Selection tests were performed on different subsets of mutations considering the timing (pre-WGD vs post-WGD mutations) and the LOH presence (LOH vs nonLOH) in WGD genomes.

Additionally, we calculated dNdS values for early mutations in LOH in essential genes inferred by NSCLC CRISPR analyses (Achilles) available at the DepMap portal https://depmap.org/portal/. Genes were ranked by the average gene-knockout effect (a measurement of the consequences of gene deletion on cell viability) across 283 samples annotated as lung cancer for the primary disease and took lists of top genes of different lengths ranging from 500 to 7,000.

Identification of driver genes

Maximum-likelihood dNdS estimates (MLE) at the gene level obtained with the dNdScv package were used to identify potential driver genes under positive selection. We compared the MLE values for nonsense mutations (wnon) in regions of LOH where the mutation was present on all copies of the remaining allele vs non-LOH in WGD and nWGD tumors combined. As an additional method to identify driver genes we used MutSigCV³⁶, comparing the adjusted p-values for mutations in LOH, non-LOH and all mutations combined. In order to reduce false positives and multiple testing correction we filtered the genes that are expressed at low levels (below the median expression value across all the genes and patients) in that particular cancer type. RNAseq-based normalized expression data for each cancer type was obtained from the TCGA data portal.

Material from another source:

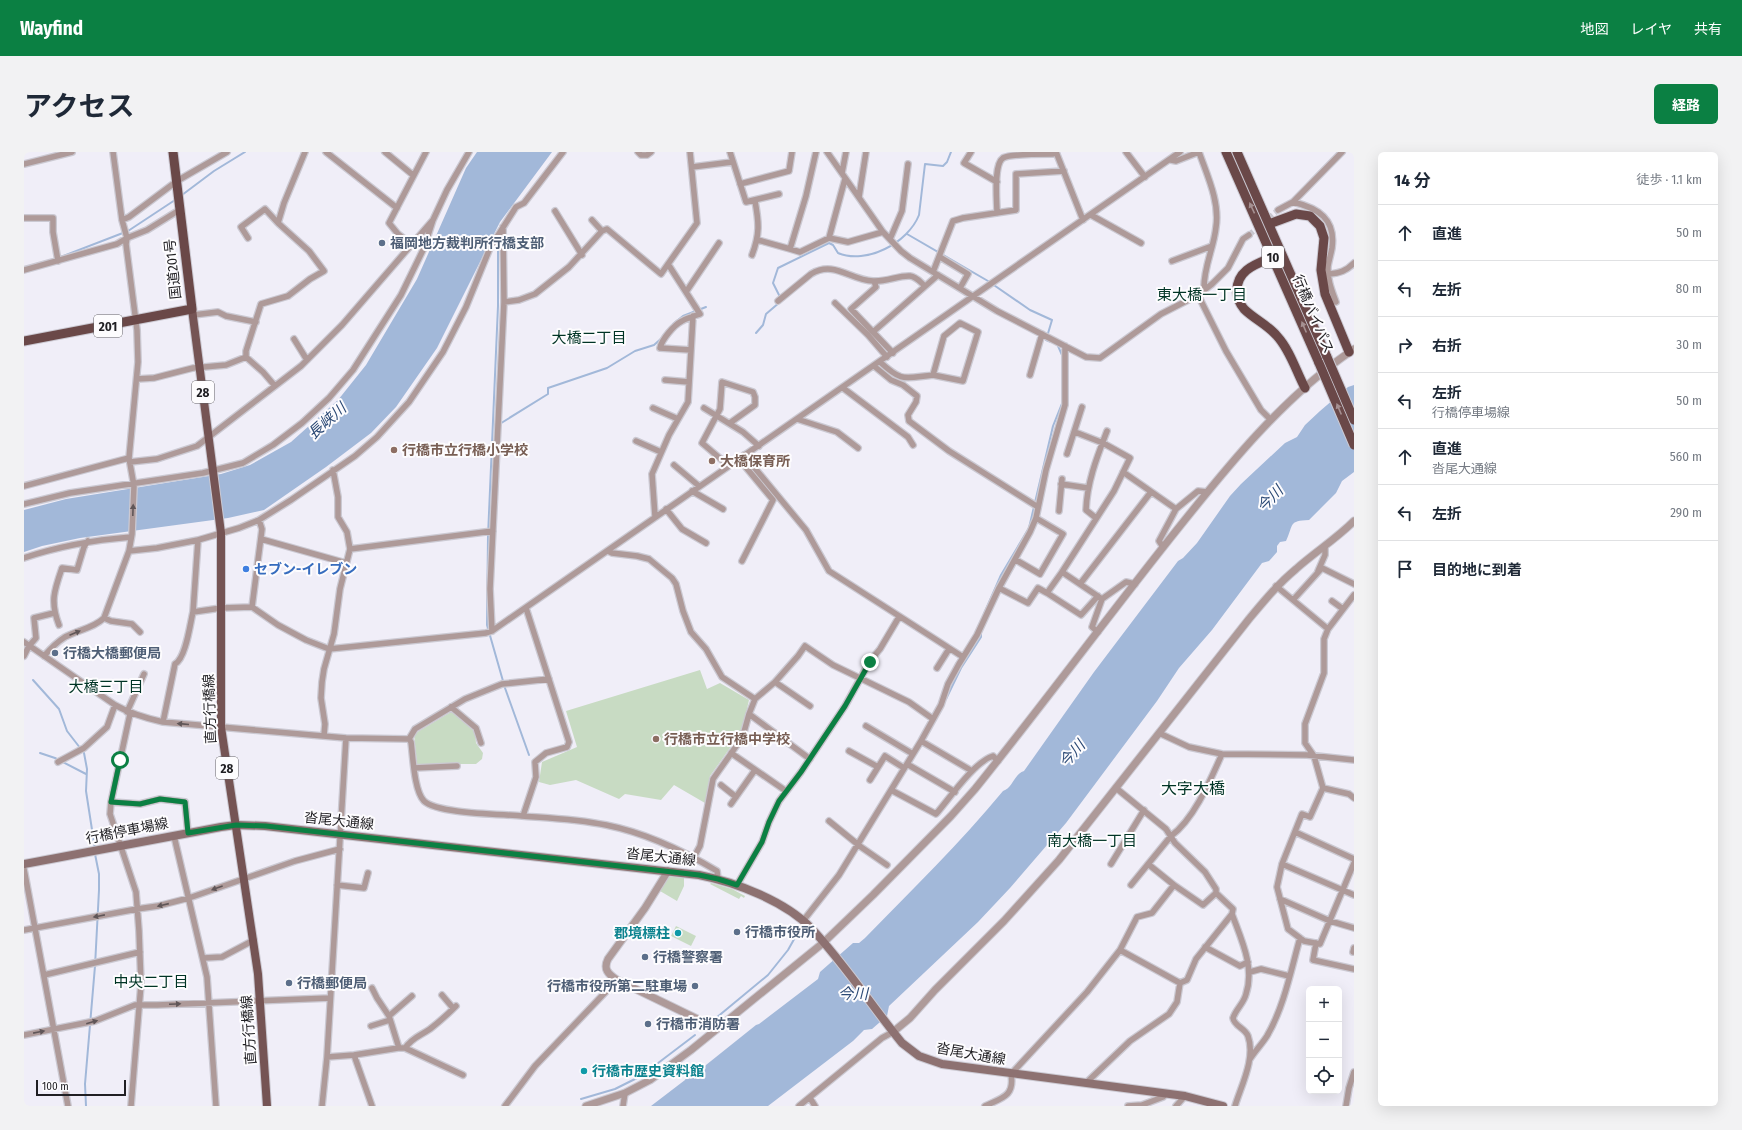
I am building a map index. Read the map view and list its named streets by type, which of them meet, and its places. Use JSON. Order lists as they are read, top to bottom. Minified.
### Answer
{"streets":{"highway":["10","国道201号","行橋バイパス","201"],"main road":["28","直方行橋線","沓尾大通線","行橋停車場線"]},"crossings":[["国道201号","直方行橋線"],["直方行橋線","沓尾大通線"],["直方行橋線","行橋停車場線"],["沓尾大通線","行橋停車場線"]],"districts":["東大橋一丁目","大橋二丁目","大橋三丁目","大字大橋","南大橋一丁目","中央二丁目"],"water":["長峡川","今川"],"places":["福岡地方裁判所行橋支部","行橋市立行橋小学校","大橋保育所","セブン-イレブン","行橋大橋郵便局","行橋市立行橋中学校","行橋市役所","郡境標柱","行橋警察署","行橋郵便局","行橋市役所第二駐車場","行橋市消防署","行橋市歴史資料館"],"scale_bar":"100 m","page":{"header":"Wayfind","nav":["地図","レイヤ","共有"],"title":"アクセス","buttons":"経路","heading":["14 分","徒歩 · 1.1 km"],"list":[["直進","50 m"],["左折","80 m"],["右折","30 m"],["左折","行橋停車場線","50 m"],["直進","沓尾大通線","560 m"],["左折","290 m"],"目的地に到着"],"map_buttons":["+","−"],"scale":"100 m"}}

Validation of the timing approach using mutation and copy number data from diploid and tetraploid clones from the HCT-116 cell line

In order to demonstrate that we can accurately quantify which mutations and copy number losses occur pre and post the WGD event we used mutation and copy number data from 2 diploid and 4 tetraploid subclones derived from diploid human colon carcinoma HCT-116 cells, isolated at different passages (4 and 50 passages)³.

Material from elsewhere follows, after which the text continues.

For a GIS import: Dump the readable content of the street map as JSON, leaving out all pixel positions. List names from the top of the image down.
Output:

For each sample exome capture was performed on 1-2 ug DNA isolated from genomic libraries with median insert size of 190 bp, using a customized version of the Agilent Human All Exome V5 kit, according to the manufacturer’s protocol (Agilent). Samples were 100 bp paired-end multiplex sequenced on the Illumina HiSeq 2500 at the Advanced Sequencing Facility at the Francis Crick Institute. The data was aligned to the reference human genome (build hg19) and somatic mutations were then obtained with Varscan⁴⁶ and MuTect⁴⁷ as previously described¹⁶, using the parental diploid clone as the germline. Copy number profiles were inferred with PICNIC using genotype chip data, as previously described³. The early (pre-WGD)/late (post-WGD) classification of the mutations was assessed using the same procedure as above.

Statistics

R version 3.3.1 was used to analyze the data. No statistical tests were used to predetermine the same size. Tests involving comparison of distributions were done using ‘t.test’ using the unpaired option, unless otherwise stated. Confidence intervals for dNdS analysis was obtained using the dNdSCV package¹⁹.